Traditionally, when the army has been in power in Pakistan - most of the 60 years since independence - it is the corps commanders who call the shots.
But General Musharraf, a former commando, is tough, and all the signs were that he would not go down without a fight.
Addressing a public rally at Pak Pattan, in the Punjab, General Musharraf said he had taken action over the Chief Justice because he was required to do so after the Government, headed by Prime Minister Shaukat Aziz, made the recommendation to him. "I have no personal grudge with the Chief Justice," he said. "I have good family relations with him. Stop hatching conspiracy against me."
He claimed the attack by police on the Geo offices was "another conspiracy".
The brutal raid, in which journalists were beaten and equipment smashed, has been followed by an outpouring of apologies from General Musharraf down, most likely because Geo - headed by leading Pakistani journalist Hamid Mir, one of the few people ever to interview Osama bin Laden - has such a high profile in Pakistani society.

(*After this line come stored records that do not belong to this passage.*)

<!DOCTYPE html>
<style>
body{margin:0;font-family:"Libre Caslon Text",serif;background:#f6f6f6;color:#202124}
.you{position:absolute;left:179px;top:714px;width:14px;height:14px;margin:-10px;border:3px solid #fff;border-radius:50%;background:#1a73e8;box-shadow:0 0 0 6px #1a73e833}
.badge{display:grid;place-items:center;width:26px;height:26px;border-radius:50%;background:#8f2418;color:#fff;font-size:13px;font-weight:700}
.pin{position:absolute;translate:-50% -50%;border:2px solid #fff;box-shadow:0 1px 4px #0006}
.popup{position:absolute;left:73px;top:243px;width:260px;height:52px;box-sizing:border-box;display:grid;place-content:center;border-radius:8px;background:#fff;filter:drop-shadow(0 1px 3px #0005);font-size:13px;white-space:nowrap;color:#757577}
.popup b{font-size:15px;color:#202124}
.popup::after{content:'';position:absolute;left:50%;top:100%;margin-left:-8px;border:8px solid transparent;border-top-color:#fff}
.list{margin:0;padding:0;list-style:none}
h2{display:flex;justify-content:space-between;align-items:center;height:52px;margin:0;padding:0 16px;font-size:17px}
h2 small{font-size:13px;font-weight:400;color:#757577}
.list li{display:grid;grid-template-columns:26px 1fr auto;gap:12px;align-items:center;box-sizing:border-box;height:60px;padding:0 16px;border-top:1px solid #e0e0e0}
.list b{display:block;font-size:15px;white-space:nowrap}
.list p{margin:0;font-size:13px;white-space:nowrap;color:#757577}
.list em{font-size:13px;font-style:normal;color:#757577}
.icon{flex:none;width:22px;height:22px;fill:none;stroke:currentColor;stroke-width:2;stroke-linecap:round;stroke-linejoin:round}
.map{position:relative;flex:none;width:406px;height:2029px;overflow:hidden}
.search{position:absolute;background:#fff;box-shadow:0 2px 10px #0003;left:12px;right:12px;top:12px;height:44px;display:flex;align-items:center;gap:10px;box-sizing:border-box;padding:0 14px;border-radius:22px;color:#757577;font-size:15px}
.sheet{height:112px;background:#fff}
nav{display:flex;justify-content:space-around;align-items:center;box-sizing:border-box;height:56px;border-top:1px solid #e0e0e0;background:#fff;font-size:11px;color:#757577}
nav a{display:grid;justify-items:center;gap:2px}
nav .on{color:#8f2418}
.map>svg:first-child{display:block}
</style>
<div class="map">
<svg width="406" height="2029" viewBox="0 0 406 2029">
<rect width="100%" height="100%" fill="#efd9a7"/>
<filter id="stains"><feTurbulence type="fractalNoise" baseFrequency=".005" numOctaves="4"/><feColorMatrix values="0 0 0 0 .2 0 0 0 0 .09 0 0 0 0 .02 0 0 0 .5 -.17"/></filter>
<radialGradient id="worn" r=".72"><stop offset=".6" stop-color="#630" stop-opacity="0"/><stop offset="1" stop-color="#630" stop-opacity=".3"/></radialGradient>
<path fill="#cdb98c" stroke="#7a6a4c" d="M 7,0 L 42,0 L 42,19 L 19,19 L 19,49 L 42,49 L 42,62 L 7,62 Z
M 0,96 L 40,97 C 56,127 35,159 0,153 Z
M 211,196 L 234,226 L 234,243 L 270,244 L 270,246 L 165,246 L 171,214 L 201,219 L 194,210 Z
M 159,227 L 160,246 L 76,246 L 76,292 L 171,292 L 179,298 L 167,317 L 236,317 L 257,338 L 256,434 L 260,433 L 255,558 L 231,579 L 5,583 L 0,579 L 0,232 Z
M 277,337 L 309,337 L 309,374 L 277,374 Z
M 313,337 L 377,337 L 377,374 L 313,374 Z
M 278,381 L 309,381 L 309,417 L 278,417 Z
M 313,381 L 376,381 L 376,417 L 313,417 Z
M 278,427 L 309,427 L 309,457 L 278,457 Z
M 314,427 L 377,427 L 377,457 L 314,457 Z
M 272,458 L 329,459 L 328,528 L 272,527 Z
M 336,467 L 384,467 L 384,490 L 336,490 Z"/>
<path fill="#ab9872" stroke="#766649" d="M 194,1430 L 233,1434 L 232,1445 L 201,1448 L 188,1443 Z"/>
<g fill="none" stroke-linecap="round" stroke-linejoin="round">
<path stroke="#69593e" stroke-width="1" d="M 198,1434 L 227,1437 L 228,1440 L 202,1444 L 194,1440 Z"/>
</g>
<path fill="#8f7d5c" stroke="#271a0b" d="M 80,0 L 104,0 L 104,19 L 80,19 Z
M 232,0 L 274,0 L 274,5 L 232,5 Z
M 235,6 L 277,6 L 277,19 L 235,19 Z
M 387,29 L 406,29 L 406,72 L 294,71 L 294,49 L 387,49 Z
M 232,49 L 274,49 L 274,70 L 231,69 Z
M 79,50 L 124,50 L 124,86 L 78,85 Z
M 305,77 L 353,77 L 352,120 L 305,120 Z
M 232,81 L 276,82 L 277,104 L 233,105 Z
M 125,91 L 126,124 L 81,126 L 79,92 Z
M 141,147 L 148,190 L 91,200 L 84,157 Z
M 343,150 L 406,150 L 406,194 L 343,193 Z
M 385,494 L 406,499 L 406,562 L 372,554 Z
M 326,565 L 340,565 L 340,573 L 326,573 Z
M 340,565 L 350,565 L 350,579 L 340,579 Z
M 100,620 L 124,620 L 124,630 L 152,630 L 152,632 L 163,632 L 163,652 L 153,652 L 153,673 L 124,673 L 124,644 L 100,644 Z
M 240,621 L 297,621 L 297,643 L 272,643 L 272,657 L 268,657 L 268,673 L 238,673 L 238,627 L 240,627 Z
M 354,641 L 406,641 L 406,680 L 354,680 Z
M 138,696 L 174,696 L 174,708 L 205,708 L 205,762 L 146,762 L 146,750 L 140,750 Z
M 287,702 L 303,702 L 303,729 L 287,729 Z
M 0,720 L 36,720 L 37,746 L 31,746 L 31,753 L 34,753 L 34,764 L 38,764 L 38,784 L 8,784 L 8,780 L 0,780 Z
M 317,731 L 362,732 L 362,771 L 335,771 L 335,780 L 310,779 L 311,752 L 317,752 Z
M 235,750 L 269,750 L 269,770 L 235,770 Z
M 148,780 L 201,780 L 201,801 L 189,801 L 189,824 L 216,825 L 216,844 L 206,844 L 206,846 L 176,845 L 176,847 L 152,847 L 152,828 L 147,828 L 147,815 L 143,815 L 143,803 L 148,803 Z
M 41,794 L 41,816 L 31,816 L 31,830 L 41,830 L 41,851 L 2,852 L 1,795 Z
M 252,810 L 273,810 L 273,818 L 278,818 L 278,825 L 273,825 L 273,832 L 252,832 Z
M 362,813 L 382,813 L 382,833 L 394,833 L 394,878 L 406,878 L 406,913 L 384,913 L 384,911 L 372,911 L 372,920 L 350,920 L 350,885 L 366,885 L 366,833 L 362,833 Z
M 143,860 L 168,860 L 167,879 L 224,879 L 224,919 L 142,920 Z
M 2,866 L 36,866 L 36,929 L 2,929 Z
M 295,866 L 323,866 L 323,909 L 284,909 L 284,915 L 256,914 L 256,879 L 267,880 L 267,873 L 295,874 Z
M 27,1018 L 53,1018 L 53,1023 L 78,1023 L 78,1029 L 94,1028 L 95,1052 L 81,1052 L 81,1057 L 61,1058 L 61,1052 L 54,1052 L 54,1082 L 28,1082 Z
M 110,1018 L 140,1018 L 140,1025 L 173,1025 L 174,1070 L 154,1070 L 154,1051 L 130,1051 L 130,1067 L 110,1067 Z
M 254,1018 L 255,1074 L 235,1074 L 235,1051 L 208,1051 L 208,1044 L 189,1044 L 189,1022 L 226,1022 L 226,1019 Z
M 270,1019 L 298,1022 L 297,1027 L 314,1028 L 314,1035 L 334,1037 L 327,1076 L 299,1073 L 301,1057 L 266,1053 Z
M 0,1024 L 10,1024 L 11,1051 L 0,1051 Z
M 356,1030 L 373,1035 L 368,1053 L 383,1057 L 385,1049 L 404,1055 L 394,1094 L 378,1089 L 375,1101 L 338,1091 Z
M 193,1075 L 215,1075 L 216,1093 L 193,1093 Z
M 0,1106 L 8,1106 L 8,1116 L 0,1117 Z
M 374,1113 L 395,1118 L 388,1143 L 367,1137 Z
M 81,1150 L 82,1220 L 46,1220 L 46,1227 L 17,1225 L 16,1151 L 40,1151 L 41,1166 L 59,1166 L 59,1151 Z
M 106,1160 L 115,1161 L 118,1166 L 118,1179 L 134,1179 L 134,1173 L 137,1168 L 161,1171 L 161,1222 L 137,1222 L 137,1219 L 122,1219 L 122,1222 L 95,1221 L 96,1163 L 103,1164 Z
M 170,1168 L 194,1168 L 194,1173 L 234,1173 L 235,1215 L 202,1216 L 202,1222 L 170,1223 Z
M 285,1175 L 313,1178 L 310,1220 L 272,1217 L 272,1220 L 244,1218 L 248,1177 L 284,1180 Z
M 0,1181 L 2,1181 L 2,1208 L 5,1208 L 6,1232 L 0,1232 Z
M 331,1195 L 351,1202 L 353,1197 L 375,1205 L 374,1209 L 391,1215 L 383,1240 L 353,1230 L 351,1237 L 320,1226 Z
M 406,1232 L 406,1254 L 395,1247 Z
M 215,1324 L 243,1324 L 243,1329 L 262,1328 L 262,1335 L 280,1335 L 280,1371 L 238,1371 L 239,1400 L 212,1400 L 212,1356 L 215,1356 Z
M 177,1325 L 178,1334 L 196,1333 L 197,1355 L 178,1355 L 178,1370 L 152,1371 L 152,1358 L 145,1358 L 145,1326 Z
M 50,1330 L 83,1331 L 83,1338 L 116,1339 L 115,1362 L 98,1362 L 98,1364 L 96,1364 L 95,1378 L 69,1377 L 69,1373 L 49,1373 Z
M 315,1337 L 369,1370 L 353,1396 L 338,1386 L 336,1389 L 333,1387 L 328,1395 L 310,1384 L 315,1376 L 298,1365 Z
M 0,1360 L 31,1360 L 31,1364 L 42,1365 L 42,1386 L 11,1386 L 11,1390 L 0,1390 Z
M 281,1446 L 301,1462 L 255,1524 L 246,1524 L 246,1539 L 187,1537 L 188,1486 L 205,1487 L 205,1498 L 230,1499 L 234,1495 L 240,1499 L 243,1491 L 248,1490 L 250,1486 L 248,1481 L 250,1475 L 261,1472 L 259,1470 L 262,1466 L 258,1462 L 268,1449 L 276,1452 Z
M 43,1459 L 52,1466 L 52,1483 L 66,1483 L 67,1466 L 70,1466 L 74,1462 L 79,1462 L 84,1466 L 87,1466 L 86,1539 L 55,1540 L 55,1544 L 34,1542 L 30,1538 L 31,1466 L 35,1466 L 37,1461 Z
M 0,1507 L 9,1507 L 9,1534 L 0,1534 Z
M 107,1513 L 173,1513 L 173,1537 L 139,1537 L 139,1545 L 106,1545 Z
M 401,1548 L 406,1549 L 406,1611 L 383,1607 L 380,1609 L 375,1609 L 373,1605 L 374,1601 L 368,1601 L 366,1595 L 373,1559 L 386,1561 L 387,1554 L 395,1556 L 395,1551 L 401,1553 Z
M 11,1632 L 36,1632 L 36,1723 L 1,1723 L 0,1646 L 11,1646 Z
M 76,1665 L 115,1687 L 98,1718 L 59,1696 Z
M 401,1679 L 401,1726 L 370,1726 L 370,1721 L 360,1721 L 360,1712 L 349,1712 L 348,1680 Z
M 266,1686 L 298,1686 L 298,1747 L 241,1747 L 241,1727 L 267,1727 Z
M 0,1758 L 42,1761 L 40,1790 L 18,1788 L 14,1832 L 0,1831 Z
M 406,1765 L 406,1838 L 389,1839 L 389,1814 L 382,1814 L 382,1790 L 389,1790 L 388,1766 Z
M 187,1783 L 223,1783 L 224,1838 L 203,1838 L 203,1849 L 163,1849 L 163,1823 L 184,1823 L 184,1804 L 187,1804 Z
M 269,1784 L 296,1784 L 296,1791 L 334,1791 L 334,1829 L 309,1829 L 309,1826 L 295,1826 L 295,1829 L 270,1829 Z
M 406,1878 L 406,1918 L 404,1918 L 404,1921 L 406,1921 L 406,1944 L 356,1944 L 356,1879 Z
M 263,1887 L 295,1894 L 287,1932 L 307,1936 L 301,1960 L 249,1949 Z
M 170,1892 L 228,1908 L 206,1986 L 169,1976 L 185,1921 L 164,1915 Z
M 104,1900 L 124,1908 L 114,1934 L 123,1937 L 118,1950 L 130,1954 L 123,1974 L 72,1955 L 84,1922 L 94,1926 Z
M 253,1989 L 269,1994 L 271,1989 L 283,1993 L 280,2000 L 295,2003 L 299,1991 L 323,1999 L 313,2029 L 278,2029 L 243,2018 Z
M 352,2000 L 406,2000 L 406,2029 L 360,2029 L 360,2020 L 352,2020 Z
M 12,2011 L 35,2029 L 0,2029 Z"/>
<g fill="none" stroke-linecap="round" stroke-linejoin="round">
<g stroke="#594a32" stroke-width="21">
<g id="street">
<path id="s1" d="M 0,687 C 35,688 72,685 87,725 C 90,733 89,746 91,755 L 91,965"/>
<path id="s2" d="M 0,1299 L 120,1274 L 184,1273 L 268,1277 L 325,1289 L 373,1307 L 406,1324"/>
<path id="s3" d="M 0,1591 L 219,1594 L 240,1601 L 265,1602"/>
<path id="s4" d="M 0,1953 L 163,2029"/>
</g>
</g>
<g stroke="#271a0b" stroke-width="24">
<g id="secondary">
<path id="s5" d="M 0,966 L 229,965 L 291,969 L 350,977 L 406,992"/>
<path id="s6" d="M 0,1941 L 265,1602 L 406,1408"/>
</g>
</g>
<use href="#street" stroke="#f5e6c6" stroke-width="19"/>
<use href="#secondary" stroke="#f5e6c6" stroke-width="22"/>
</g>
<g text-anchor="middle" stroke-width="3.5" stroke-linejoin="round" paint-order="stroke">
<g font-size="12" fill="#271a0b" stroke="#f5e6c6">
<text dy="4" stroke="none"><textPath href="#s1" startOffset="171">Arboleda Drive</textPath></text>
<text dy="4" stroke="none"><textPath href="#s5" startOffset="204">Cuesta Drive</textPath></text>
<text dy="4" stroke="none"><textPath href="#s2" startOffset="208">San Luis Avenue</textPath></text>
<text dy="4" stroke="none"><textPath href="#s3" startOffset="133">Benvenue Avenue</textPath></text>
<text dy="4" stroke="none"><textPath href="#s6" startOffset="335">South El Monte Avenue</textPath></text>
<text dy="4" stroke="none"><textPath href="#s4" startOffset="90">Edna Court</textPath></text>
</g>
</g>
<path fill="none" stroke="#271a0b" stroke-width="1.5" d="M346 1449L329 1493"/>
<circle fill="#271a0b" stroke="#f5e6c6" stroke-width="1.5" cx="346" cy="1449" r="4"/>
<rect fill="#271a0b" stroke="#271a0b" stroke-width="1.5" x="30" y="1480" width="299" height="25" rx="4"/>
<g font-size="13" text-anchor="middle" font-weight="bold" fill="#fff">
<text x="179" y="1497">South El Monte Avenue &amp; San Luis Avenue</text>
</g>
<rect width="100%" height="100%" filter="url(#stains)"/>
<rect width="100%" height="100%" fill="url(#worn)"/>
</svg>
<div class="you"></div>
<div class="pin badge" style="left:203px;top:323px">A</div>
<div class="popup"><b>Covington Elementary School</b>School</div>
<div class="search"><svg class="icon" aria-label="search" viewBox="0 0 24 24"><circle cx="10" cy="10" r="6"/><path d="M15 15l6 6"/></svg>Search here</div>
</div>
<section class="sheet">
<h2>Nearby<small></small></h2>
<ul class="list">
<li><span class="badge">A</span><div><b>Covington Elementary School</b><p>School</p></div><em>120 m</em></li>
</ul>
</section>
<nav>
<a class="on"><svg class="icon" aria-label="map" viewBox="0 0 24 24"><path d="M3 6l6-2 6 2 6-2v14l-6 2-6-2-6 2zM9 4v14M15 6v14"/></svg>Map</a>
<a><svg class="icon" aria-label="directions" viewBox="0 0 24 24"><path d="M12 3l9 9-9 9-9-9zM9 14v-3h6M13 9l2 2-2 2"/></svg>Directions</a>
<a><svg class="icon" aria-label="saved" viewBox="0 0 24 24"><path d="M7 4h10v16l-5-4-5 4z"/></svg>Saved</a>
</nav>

Officials have suspended 14 Punjabi riot squad police. But yesterday the same riot police stormed the historic High Court in Lahore, firing tear gas canisters and thrashing protesting lawyers with bamboo sticks known as lathis.
Lawyers were beaten, offices were trashed and computers and other equipment damaged. Again, the targets of the police brutality were not political activists, but respected professionals, including some of the best legal minds in the country.
Courts remain paralysed, with lawyers promising another mass demonstration when the Supreme Judicial Council meets again on Wednesday to resume hearing the misconduct charges.
Meanwhile, a Hindu will be sworn in as acting chief justice of the Islamic nation when he returns from holiday in India. Rana Bhagwandas is the most senior judge on the Pakistan Supreme Court bench.